Fast von einem Tag auf den anderen sahen sich die Berater*innen mit einer komplett neuen, unbekannten Situation konfrontiert: Gleichzeitig blieben die Anforderungen an eine ganzheitliche, niedrigschwellige, umfassende und adressatengerechte Beratung bestehen.

Wie gingen die EUTB®-Berater*innen mit dieser Herausforderung um und welche positiven Entwicklungen gab es?

Schnell mussten Lösungen gefunden, neue Infrastrukturen und zu Teilen auch Beratungsstrukturen etabliert und technische Anpassungen vorgenommen werden. Auch für viele EUTB®-Angebote war der digitale Sprung eine besondere Leistung. Neue Formate, wie Beratungen per Videokonferenz, aber auch die Zunahme von telefonischen Beratungen und Anfragen per E-Mail bilden dabei nur einen Ausschnitt. Der Zwischenbericht zur Evaluation der Ergänzenden unabhängigen Teilhabeberatung [PDF, 9,41 MB, barrierefrei] zeigt auf, dass beispielsweise der Anstieg der telefonischen Beratung seit 2020 auch durch die Corona-Pandemie bedingt ist. Ein nennenswerter Rückgang des Beratungsgeschehens seit Beginn der zweiten Corona-Welle im Oktober 2020 ließe sich nicht erkennen, heißt es im Bericht der Fachstelle.

„Dort, wo der persönliche Kontakt unverzichtbar war, ersetzten neue Beratungsformate, wie die ‚Beratungsspaziergänge‘ beziehungsweise das ‚Walk & Talk‘ die Beratung in den Büroräumen. Die Entwicklung und Vielfalt der Beratungen in den letzten Jahren spiegelt sich auch in dem Artikel ‚500.000ste Beratung der Ergänzenden unabhängigen Teilhabeberatung – eine Lotsin durch das System‚ wider. Es zeigte sich außerdem: Netzwerke sind wichtiger denn je und stärken den Zusammenhalt und das solidarische Miteinander“, heißt es im Bericht.

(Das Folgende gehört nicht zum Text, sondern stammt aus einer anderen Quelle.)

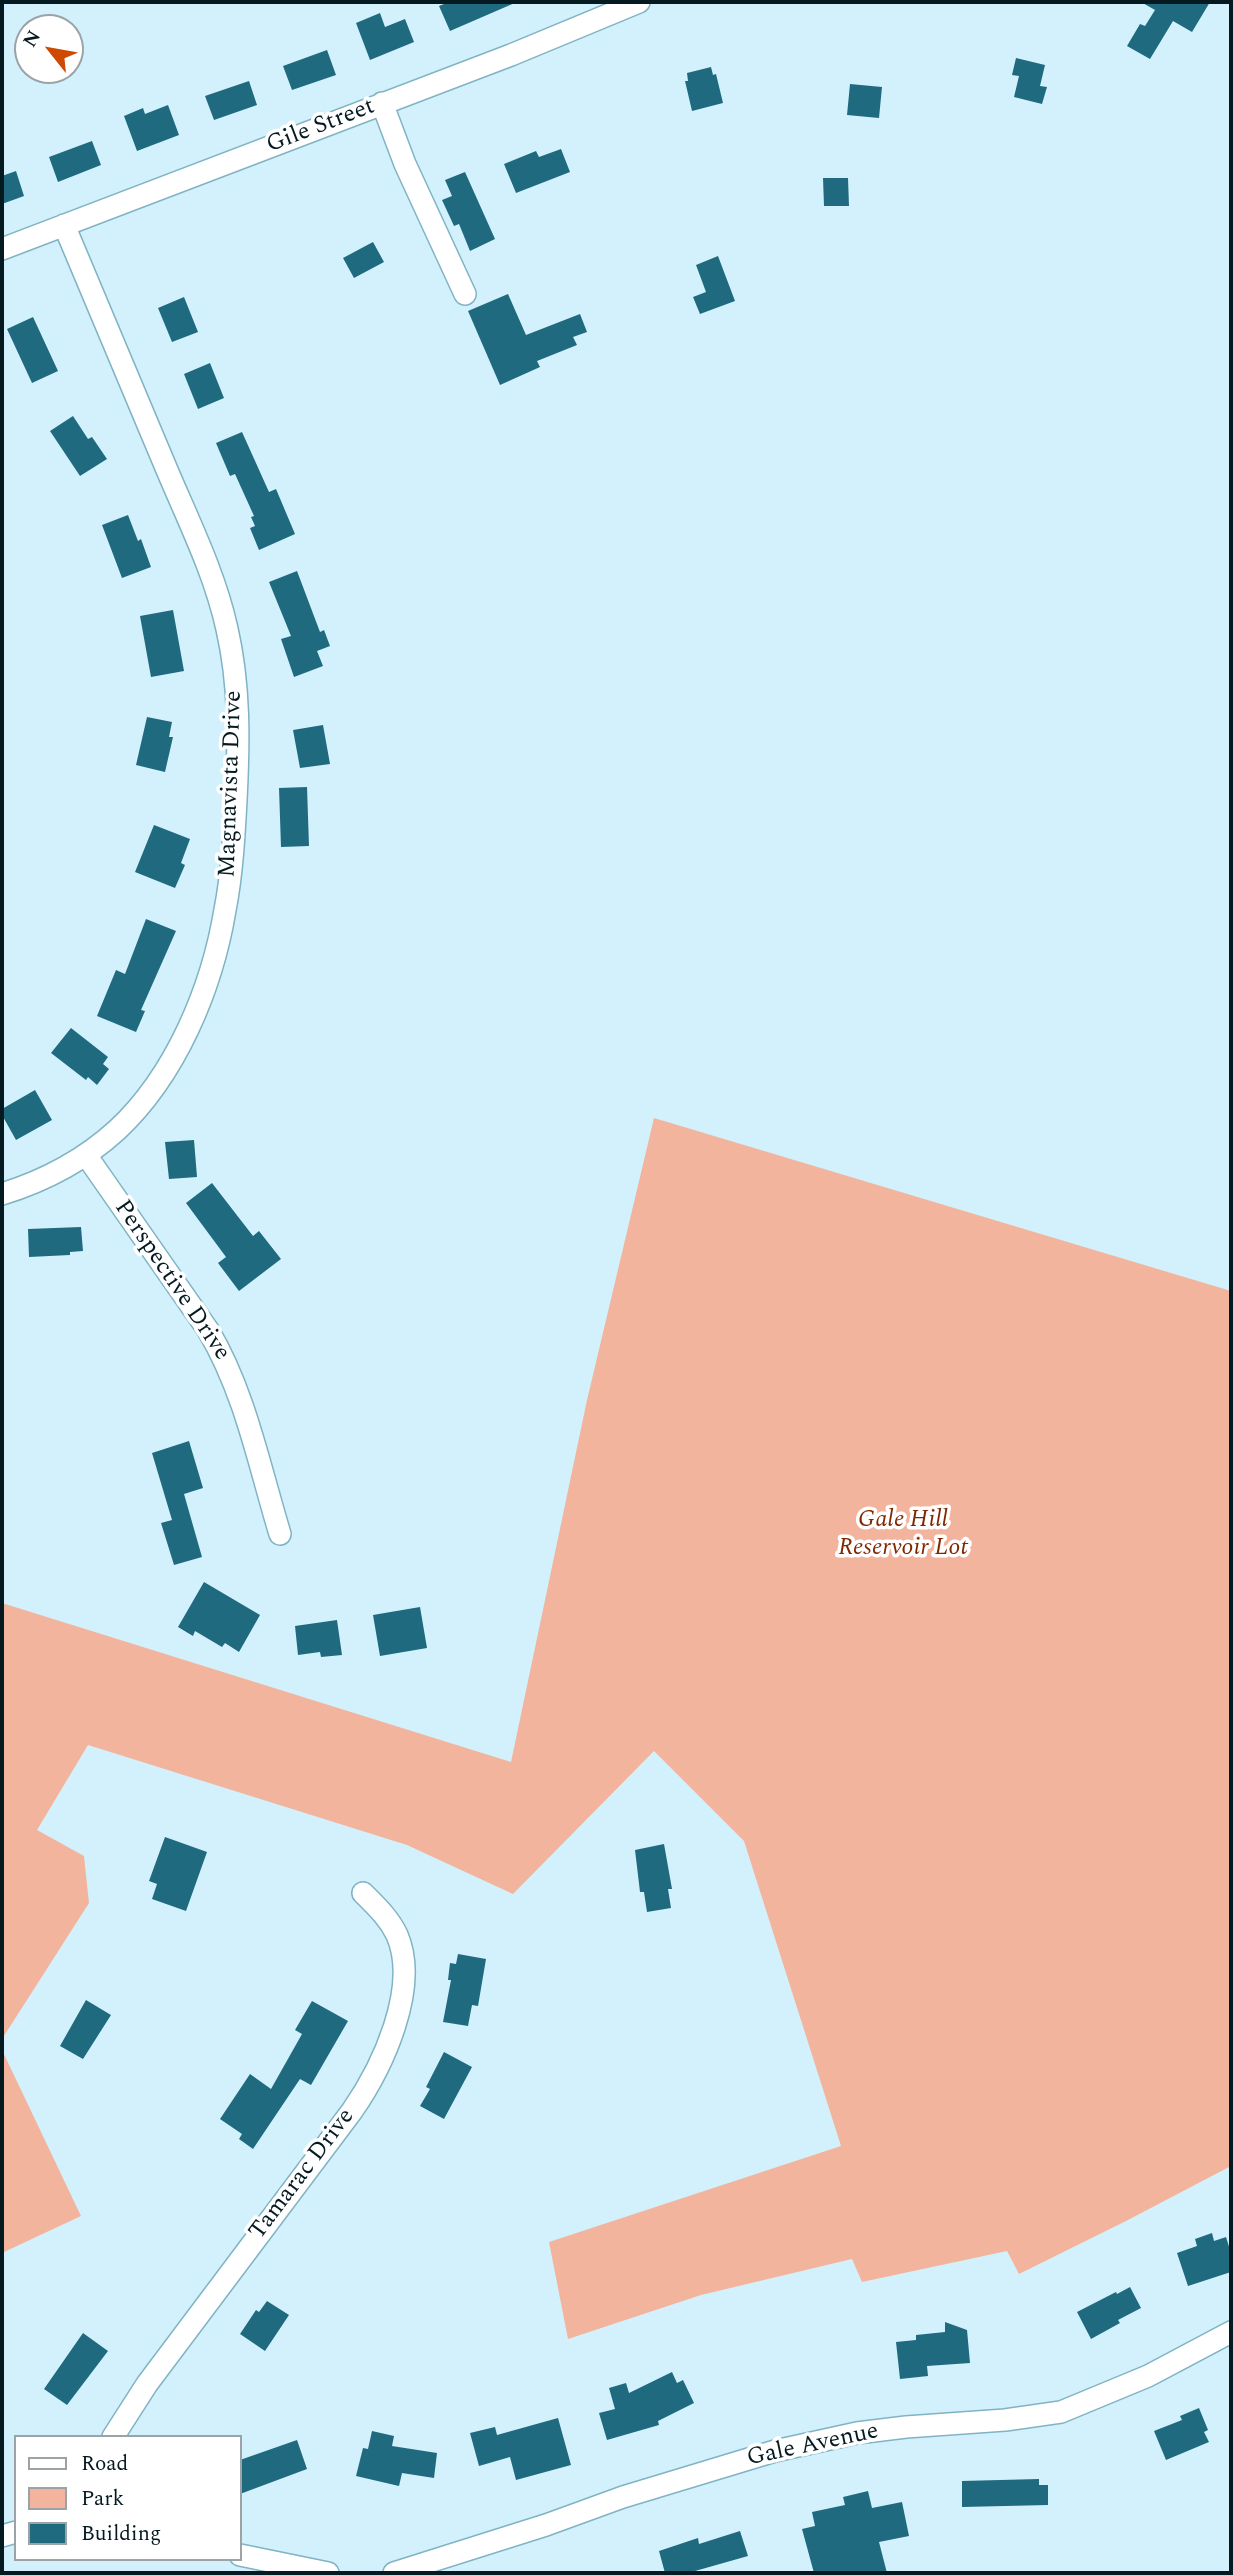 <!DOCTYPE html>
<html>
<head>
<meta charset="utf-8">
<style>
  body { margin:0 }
  #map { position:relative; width:1233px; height:2575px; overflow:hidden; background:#d2f1fc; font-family:Spectral,serif }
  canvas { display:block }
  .frame { position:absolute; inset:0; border:4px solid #051a20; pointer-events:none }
  .legend { position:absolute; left:14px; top:2435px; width:228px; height:126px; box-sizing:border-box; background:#fff; border:2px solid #9ba3a6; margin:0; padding:9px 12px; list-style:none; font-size:21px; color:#051a20 }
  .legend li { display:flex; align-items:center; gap:14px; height:35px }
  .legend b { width:35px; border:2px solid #9ba3a6 }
  .north { position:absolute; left:14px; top:14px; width:70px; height:70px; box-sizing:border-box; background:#fff; border:2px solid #9ba3a6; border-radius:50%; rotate:301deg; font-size:19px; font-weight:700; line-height:28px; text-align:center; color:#051a20 }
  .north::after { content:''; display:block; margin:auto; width:24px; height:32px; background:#ce4902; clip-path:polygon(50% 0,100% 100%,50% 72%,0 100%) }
</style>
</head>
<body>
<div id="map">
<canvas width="1233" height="2575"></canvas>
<div class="frame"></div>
<ul class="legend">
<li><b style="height:9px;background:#fff"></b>Road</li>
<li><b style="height:19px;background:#f3b49d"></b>Park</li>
<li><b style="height:19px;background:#1f6a7f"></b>Building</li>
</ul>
<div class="north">N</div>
</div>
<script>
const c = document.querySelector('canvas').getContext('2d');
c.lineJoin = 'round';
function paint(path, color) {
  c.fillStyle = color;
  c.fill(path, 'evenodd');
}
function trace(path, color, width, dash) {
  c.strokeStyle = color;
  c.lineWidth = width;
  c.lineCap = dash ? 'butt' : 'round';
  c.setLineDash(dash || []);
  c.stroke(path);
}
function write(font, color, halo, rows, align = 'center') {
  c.font = font + ' Spectral,serif';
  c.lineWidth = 7;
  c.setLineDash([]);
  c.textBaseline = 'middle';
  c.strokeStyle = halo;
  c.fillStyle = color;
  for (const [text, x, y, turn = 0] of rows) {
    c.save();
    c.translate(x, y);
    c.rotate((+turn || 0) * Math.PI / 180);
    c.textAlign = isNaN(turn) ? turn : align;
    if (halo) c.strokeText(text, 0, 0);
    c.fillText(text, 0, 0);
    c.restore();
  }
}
const green = new Path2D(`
  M654 1118 1231 1291V2166L1126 2221 1019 2274 1007 2251 862 2282 852 2259 701 2295 568 2339 549 2242 841 2146 744 1841 654 1751 513 1894 407 1845 88 1745 37 1830 84 1856 89 1903 2 2039V1603L511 1762 587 1400Z
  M2 2050 81 2216 2 2253Z`);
const building = new Path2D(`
  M449 2H517L450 31 439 6Z
  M1141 2H1210L1192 32 1173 21 1150 59 1127 46 1140 24 1145 26 1155 10Z
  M380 13 385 27 405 19 414 42 370 60 356 23Z
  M327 50 336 75 292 90 283 66Z
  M1016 58 1045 65 1040 86 1047 87 1042 104 1014 97 1019 76 1012 75Z
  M711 67 713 75 716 74 723 103 692 111 685 81H688L687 73Z
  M249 81 257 105 214 120 205 96Z
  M850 84 882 87 879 118 847 115Z
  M168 105 179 135 137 151 124 116 143 108 145 114Z
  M92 141 101 165 58 182 49 157Z
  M561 149 570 172 516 193 504 164 536 151 539 157Z
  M16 171 24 196 2 204V176Z
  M465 172 495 239 470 251 459 224 454 226 442 200 452 196 445 180Z
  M823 178H848L849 206H824Z
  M373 242 384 262 354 278 343 258Z
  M718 256 735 301 700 314 693 297 706 292 696 265Z
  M508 294 526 335 580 314 587 332 573 337 577 345 537 361 540 367 500 385 468 311Z
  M184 297 198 332 172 342 158 308Z
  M33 317 58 371 32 383 7 329Z
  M210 363 224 398 198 409 184 374Z
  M73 416 88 439 92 437 107 459 80 476 50 431Z
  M242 432 269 492 276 489 295 534 259 550 250 528 255 526 251 517 254 516 235 474 230 476 216 443Z
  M128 515 138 541 141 539 151 567 122 578 102 525Z
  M297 571 320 632 324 630 330 646 317 651 323 666 294 677 281 639 291 636 269 582Z
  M173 610 184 671 151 677 140 616Z
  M147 717 172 722 169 737H173L165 772 136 765Z
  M323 725 330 764 300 768 293 730Z
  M307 787 309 846 281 847 279 788Z
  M154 825 190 839 181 863 185 865 175 888 135 872Z
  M146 919 176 931 141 1010 145 1011 136 1032 97 1016 116 970 125 974Z
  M71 1028 108 1057 103 1064 109 1069 97 1085 88 1077 86 1080 51 1053Z
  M35 1090 52 1120 16 1140 2 1115V1109Z
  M194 1140 197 1177 169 1179 165 1142Z
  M212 1183 253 1236 259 1231 281 1259 239 1291 218 1263 226 1257 186 1203Z
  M81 1227 83 1251 70 1252V1255L29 1257 28 1229Z
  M189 1441 203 1488 184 1494 202 1557 174 1565 161 1523 172 1520 152 1453Z
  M204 1582 260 1615 239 1652 225 1643 222 1647 195 1631 193 1636 178 1627Z
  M420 1607 427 1648 380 1656 373 1615Z
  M337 1620 342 1655 321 1657 320 1652 298 1655 295 1626Z
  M165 1837 207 1852 186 1911 152 1899 157 1884 149 1881Z
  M664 1844 672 1889H668L671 1908 647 1912 644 1892H640L635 1850Z
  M458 1954 486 1959 478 2006 472 2005 468 2026 443 2022 451 1980H448L450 1963 456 1964Z
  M86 2000 111 2015 83 2059 60 2046Z
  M312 2001 348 2021 311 2085 300 2079 253 2149 239 2139 242 2134 220 2119 250 2074 271 2089 302 2034 295 2030Z
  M444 2052 472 2067 444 2119 420 2106 430 2089 426 2087Z
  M1212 2233 1214 2241 1226 2237 1231 2253V2272L1188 2286 1177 2253 1197 2246 1195 2239Z
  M1130 2287 1141 2308 1118 2320 1120 2323 1091 2339 1077 2312 1116 2292 1117 2294Z
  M267 2301 289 2315 265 2351 240 2334 256 2310 259 2312Z
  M945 2322 967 2330 970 2363 927 2366 928 2376 900 2379 896 2342 916 2340V2335L945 2332Z
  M83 2333 108 2351 67 2405 44 2389Z
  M672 2372 677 2383 683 2380 694 2403 658 2421 659 2425 607 2440 599 2413 615 2409 609 2388 626 2383 629 2393Z
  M1199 2408 1208 2430 1204 2432 1209 2442 1166 2460 1154 2431 1182 2420 1180 2416Z
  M558 2418 571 2465 516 2480 510 2457 479 2466 470 2433 495 2427 497 2435Z
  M372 2431 394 2436 392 2446 437 2453 434 2478 402 2473 399 2486 356 2476 363 2448 368 2449Z
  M297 2440 307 2469 240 2494V2460Z
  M1039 2479V2485H1048V2505L962 2507V2481Z
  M868 2491 872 2508 902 2502 909 2536 879 2542 887 2573H814L802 2529 815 2526 812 2512 845 2505 843 2497Z
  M740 2531 748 2556 688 2573H665L659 2551 698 2538 699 2544Z`);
const minor = new Path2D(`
  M382 103 405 164 465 294
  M2 249 511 55 639 2
  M86 1155 208 1330C245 1392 259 1465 280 1534
  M2 1194C44 1181 84 1160 117 1130 176 1075 212 988 225 910 232 874 234 837 236 800 239 742 240 686 227 629 215 574 189 522 167 470 132 388 98 306 64 225
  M113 2437 147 2384 352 2111C382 2068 420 1988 397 1935 389 1918 376 1906 363 1893
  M2 2536 16 2532
  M240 2555 328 2573
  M394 2573 546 2525 623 2497 775 2451 857 2433 906 2427 1005 2420 1061 2412 1148 2376 1231 2332`);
const streetNames = [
  ["Gile Street",321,127,-21],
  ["Magnavista Drive",232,784,-88],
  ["Perspective Drive",171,1281,56],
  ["Tamarac Drive",303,2175,-53],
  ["Gale Avenue",813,2446,-12]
];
const parkNames = [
  ["Gale Hill",903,1521],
  ["Reservoir Lot",903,1549]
];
paint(green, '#f3b49d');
paint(building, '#1f6a7f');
trace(minor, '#80b3c4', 24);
trace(minor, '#fff', 21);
write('24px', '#051a20', '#fff', streetNames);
write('italic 24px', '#7f2800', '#fff', parkNames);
</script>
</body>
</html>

Die Fachstelle Teilhabeberatung hat ebenso auf die gegebenen Umstände reagiert und neue Angebote und Formate entwickelt. Um den persönlichen Austausch aufrechtzuerhalten, wurden „digitale Austauschrunden“ mit den EUTB®-Berater*innen eingeführt. In Form von Videokonferenzen findet ein regelmäßiger Austausch mit den Mitarbeiter*innen der Fachstelle Teilhabeberatung zu verschiedenen Themen statt. Auch das „digitale Onboarding“, als erste Anlaufstelle für neue Berater*innen wurde in dieser Zeit entwickelt. Darüber hinaus etablierten sich die Schulungsveranstaltungen sowie die Grundqualifizierung für die Berater*innen mit digitalen und hybriden Formaten.